Your pretty face is going to hell in questo senso raggiunge gli apici di volgarità sessuale gratuita in un clima sonoro che torna a essere di punk ante-litteram: distorsioni e assoli-riff superveloci fanno da contorno a una delle voci più roche e marce mai uscite dalla bocca di Iggy.
Penetration è strutturata su un unico riff su cui si staglia il tono lugubre e torbido di Iggy. Il nome del pezzo è tutto un programma…si, insomma, siamo sicuri che non si parli di prati verdi e arcobaleni. Ci si domanda quanto possa avere influito l’ondata glam (e quindi anche Bowie) del periodo nell’elaborazione di testi così provocatori e sessualmente espliciti, elemento non certo nuovo ma sicuramente più attenuato nei due precedenti dischi.
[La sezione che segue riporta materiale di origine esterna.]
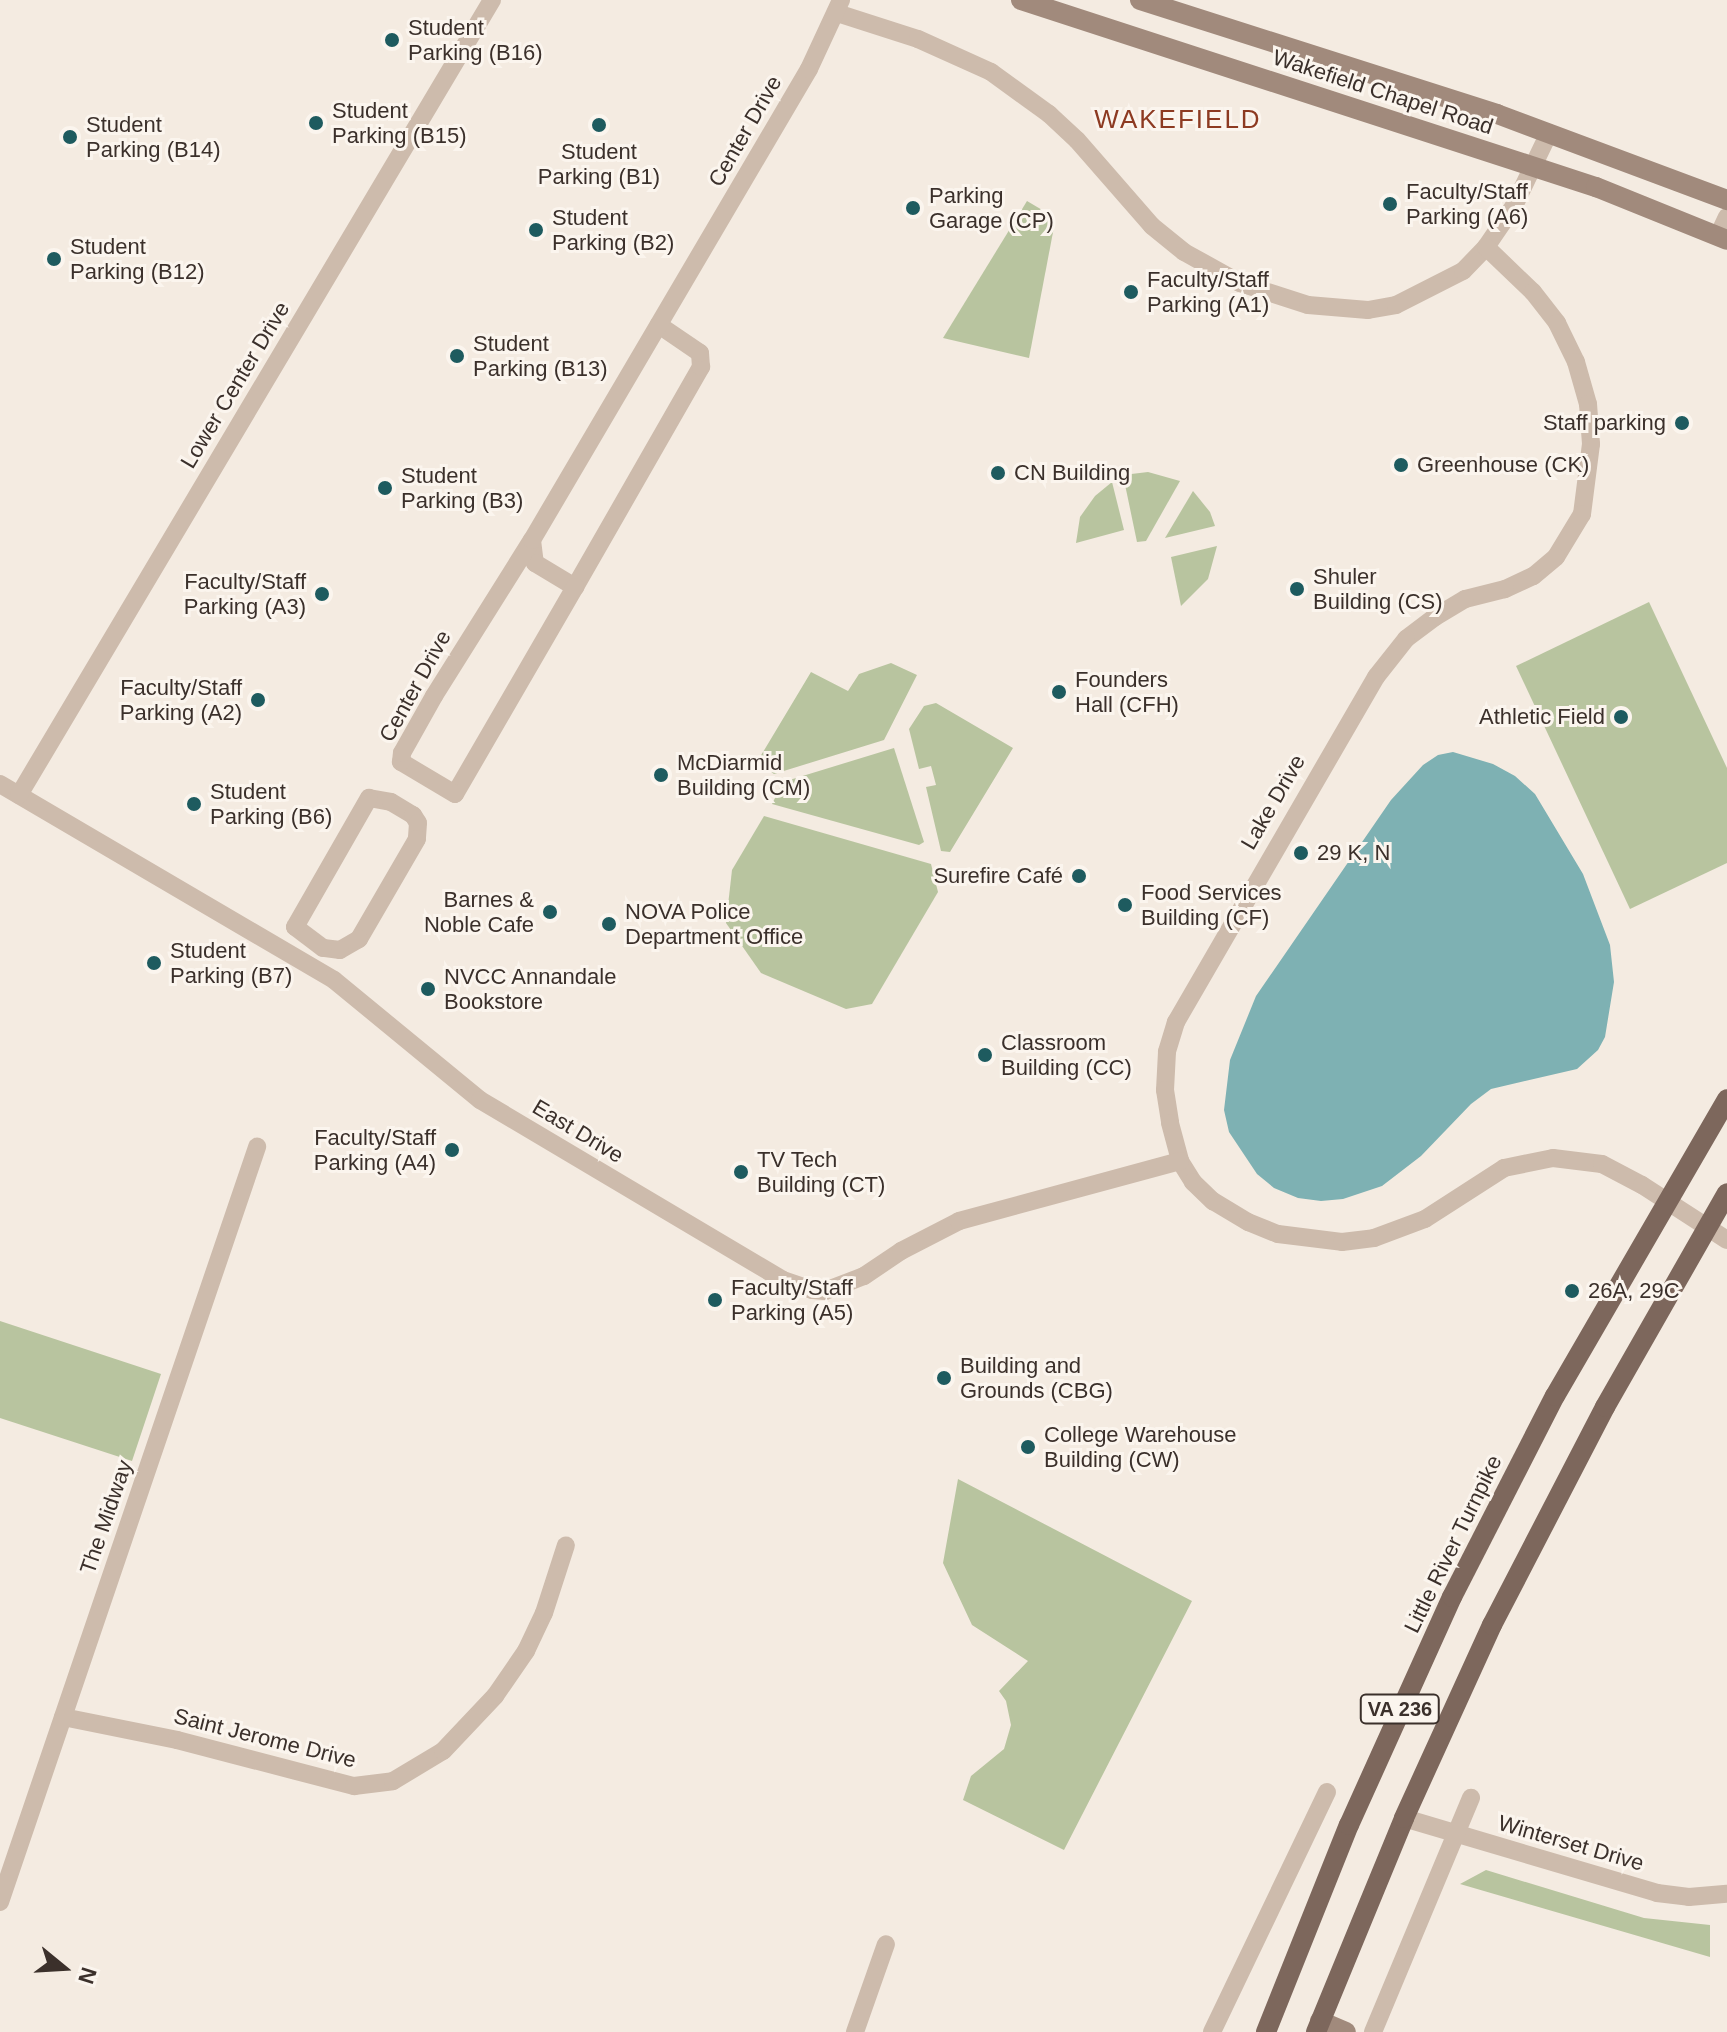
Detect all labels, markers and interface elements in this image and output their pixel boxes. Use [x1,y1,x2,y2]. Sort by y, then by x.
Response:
place label: Student Parking (B16) [408,14,543,66]
marker: Student Parking (B16) [383,31,401,49]
street label: Wakefield Chapel Road [1269,44,1497,140]
street label: Center Drive [703,71,787,191]
place label: Student Parking (B15) [332,97,467,148]
district label: WAKEFIELD [1094,104,1262,136]
place label: Student Parking (B14) [86,111,221,162]
marker: Student Parking (B15) [307,114,325,132]
marker: Student Parking (B1) [590,116,608,134]
marker: Student Parking (B14) [61,128,79,146]
place label: Student Parking (B1) [538,138,660,190]
place label: Faculty/Staff Parking (A6) [1406,178,1528,230]
place label: Parking Garage (CP) [929,182,1054,234]
marker: Faculty/Staff Parking (A6) [1381,195,1399,213]
marker: Parking Garage (CP) [904,199,922,217]
place label: Student Parking (B2) [552,204,674,256]
marker: Student Parking (B2) [527,221,545,239]
place label: Student Parking (B12) [70,233,205,284]
marker: Student Parking (B12) [45,250,63,268]
place label: Faculty/Staff Parking (A1) [1147,266,1269,318]
marker: Faculty/Staff Parking (A1) [1122,283,1140,301]
street label: Lower Center Drive [175,297,295,473]
place label: Student Parking (B13) [473,330,608,382]
marker: Student Parking (B13) [448,347,466,365]
place label: Staff parking [1543,410,1666,436]
marker: Staff parking [1673,414,1691,432]
place label: Greenhouse (CK) [1417,452,1589,478]
marker: Greenhouse (CK) [1392,456,1410,474]
place label: CN Building [1014,460,1130,486]
place label: Student Parking (B3) [401,462,523,514]
marker: CN Building [989,464,1007,482]
marker: Student Parking (B3) [376,479,394,497]
place label: Shuler Building (CS) [1313,563,1443,614]
place label: Faculty/Staff Parking (A3) [184,568,306,620]
marker: Shuler Building (CS) [1288,580,1306,598]
marker: Faculty/Staff Parking (A3) [313,585,331,603]
street label: Center Drive [374,626,456,746]
place label: Founders Hall (CFH) [1075,666,1179,718]
place label: Faculty/Staff Parking (A2) [120,674,242,726]
marker: Founders Hall (CFH) [1050,683,1068,701]
marker: Faculty/Staff Parking (A2) [249,691,267,709]
place label: Athletic Field [1479,704,1605,730]
marker: Athletic Field [1612,708,1630,726]
place label: McDiarmid Building (CM) [677,749,810,800]
street label: Lake Drive [1235,750,1311,854]
marker: McDiarmid Building (CM) [652,766,670,784]
place label: Student Parking (B6) [210,778,332,830]
marker: Student Parking (B6) [185,795,203,813]
place label: 29 K, N [1317,840,1390,866]
marker: 29 K, N [1292,844,1310,862]
place label: Surefire Café [933,863,1063,889]
marker: Surefire Café [1070,867,1088,885]
place label: Food Services Building (CF) [1141,879,1282,930]
place label: Barnes & Noble Cafe [424,886,534,938]
marker: Food Services Building (CF) [1116,896,1134,914]
place label: NOVA Police Department Office [625,898,803,950]
marker: Barnes & Noble Cafe [541,903,559,921]
marker: NOVA Police Department Office [600,915,618,933]
place label: Student Parking (B7) [170,937,292,988]
marker: Student Parking (B7) [145,954,163,972]
place label: NVCC Annandale Bookstore [444,963,618,1014]
marker: NVCC Annandale Bookstore [419,980,437,998]
place label: Classroom Building (CC) [1001,1029,1132,1080]
marker: Classroom Building (CC) [976,1046,994,1064]
street label: East Drive [528,1094,628,1168]
place label: Faculty/Staff Parking (A4) [314,1124,436,1176]
marker: Faculty/Staff Parking (A4) [443,1141,461,1159]
place label: TV Tech Building (CT) [757,1146,885,1198]
marker: TV Tech Building (CT) [732,1163,750,1181]
place label: Faculty/Staff Parking (A5) [731,1274,853,1326]
place label: 26A, 29C [1588,1278,1680,1304]
marker: 26A, 29C [1563,1282,1581,1300]
marker: Faculty/Staff Parking (A5) [706,1291,724,1309]
place label: Building and Grounds (CBG) [960,1352,1113,1404]
marker: Building and Grounds (CBG) [935,1369,953,1387]
place label: College Warehouse Building (CW) [1044,1421,1236,1472]
marker: College Warehouse Building (CW) [1019,1438,1037,1456]
street label: Little River Turnpike [1398,1451,1508,1637]
street label: The Midway [74,1457,138,1577]
road number: VA 236 [1358,1693,1442,1725]
street label: Saint Jerome Drive [171,1703,359,1773]
street label: Winterset Drive [1495,1810,1647,1876]
north arrow [24,1928,104,2008]
text: N [73,1964,102,1987]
Ad ogni modo arriviamo a Raw Power, altro pezzo che entrerà nella leggenda ( e verrà coverizzato vent’anni dopo dai Guns’n’Roses). Provate a farci caso: a un attento ascolto noterete come il pezzo si apra con un rutto. Tutto il resto è superfluo. Anche se l’ennesimo devastante miscuglio di distorsioni, riff e assoli acidissimi e velenosi non riesce a non lasciare il segno.
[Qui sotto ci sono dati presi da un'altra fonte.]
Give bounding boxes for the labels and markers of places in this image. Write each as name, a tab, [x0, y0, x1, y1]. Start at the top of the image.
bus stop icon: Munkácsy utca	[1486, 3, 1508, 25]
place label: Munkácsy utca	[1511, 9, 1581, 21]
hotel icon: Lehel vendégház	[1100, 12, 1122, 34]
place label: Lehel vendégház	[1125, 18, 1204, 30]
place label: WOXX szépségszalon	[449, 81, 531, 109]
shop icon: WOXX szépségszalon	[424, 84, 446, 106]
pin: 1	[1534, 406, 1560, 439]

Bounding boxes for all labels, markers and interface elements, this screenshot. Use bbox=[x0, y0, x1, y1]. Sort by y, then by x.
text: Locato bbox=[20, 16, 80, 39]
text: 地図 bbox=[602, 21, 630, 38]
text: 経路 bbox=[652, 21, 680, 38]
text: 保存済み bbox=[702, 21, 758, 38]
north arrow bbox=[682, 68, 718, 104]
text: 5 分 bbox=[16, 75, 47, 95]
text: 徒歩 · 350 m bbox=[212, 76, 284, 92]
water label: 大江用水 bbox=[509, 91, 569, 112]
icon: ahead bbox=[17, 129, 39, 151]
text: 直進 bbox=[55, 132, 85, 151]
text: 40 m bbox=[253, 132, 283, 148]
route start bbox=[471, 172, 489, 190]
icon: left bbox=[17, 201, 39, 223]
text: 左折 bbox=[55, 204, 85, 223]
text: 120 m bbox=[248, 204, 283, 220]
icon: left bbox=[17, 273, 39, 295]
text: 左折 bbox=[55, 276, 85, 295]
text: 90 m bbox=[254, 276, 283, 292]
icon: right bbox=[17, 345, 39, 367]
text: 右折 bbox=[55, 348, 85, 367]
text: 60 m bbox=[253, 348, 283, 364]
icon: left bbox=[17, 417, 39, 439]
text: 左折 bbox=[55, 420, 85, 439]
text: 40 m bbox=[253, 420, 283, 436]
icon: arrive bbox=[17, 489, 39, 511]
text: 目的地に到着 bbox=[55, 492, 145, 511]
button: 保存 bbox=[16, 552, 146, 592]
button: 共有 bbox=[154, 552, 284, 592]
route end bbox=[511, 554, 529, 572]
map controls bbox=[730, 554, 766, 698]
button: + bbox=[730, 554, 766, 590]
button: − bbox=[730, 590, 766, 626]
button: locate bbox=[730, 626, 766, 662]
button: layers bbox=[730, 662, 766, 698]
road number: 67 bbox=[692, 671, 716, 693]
I need somebody riporta alla mente il blues estremizzato presente in Fun House. Qui però Iggy canta come una prostituta vogliosa e emerge la sensazione di stupore per la continua voglia di scandalizzare i benpensanti.
Shake appeal è un rock’n’roll sfrenato e estremizzato, quasi trash nel suo incedere lineare e martellante.
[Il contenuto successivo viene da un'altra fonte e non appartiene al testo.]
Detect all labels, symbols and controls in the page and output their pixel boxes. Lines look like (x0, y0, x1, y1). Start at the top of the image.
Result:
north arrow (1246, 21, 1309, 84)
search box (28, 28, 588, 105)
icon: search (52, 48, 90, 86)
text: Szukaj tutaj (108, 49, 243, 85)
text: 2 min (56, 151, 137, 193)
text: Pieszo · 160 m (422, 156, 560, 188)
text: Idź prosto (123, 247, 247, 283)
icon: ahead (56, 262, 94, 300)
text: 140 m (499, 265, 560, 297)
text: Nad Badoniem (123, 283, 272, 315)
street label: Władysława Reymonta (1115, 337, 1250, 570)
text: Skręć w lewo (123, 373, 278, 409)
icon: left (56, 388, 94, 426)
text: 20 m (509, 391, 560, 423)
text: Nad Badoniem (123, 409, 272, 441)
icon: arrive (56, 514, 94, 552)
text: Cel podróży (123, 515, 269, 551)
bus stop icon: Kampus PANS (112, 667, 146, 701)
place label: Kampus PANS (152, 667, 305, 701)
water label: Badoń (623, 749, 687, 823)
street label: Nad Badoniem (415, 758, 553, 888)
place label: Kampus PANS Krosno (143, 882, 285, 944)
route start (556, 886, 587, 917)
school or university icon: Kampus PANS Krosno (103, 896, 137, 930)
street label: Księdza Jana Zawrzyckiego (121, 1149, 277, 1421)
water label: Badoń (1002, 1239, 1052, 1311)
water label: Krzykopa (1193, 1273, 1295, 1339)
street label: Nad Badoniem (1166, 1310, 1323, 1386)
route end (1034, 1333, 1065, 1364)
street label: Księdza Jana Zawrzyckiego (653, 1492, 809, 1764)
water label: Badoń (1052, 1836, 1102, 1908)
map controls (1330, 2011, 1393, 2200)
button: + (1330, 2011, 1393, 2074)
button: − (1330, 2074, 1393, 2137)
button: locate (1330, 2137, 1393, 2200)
Death trip è una degna chiusura del terzo e ultimo capolavoro del gruppo: una mazzata, un ritratto scarno e veemente della depravazione sonora che sono stati gli Stooges.
Nel complesso l’album segna un saliscendi emotivo e ritmico che alterna pezzi veloci e ultraveloci. Il risultato è ancora una volta per Iggy e compagni un capolavoro del rock, anche se a parere di chi scrive leggermente inferiore rispetto ai primi due album. Rimane il fatto che nella storia non si ricorda una simile percentuale qualitativa: tre album-tre capolavori, poi stop, cala il sipario. Iggy Pop comunque si metterà in proprio intraprendendo una carriera solista piena di soddisfazioni. Ma questo è un altro discorso. Ora come ora rimane in testa solo la potenza devastante di Search and destroy (e di ciò che segue).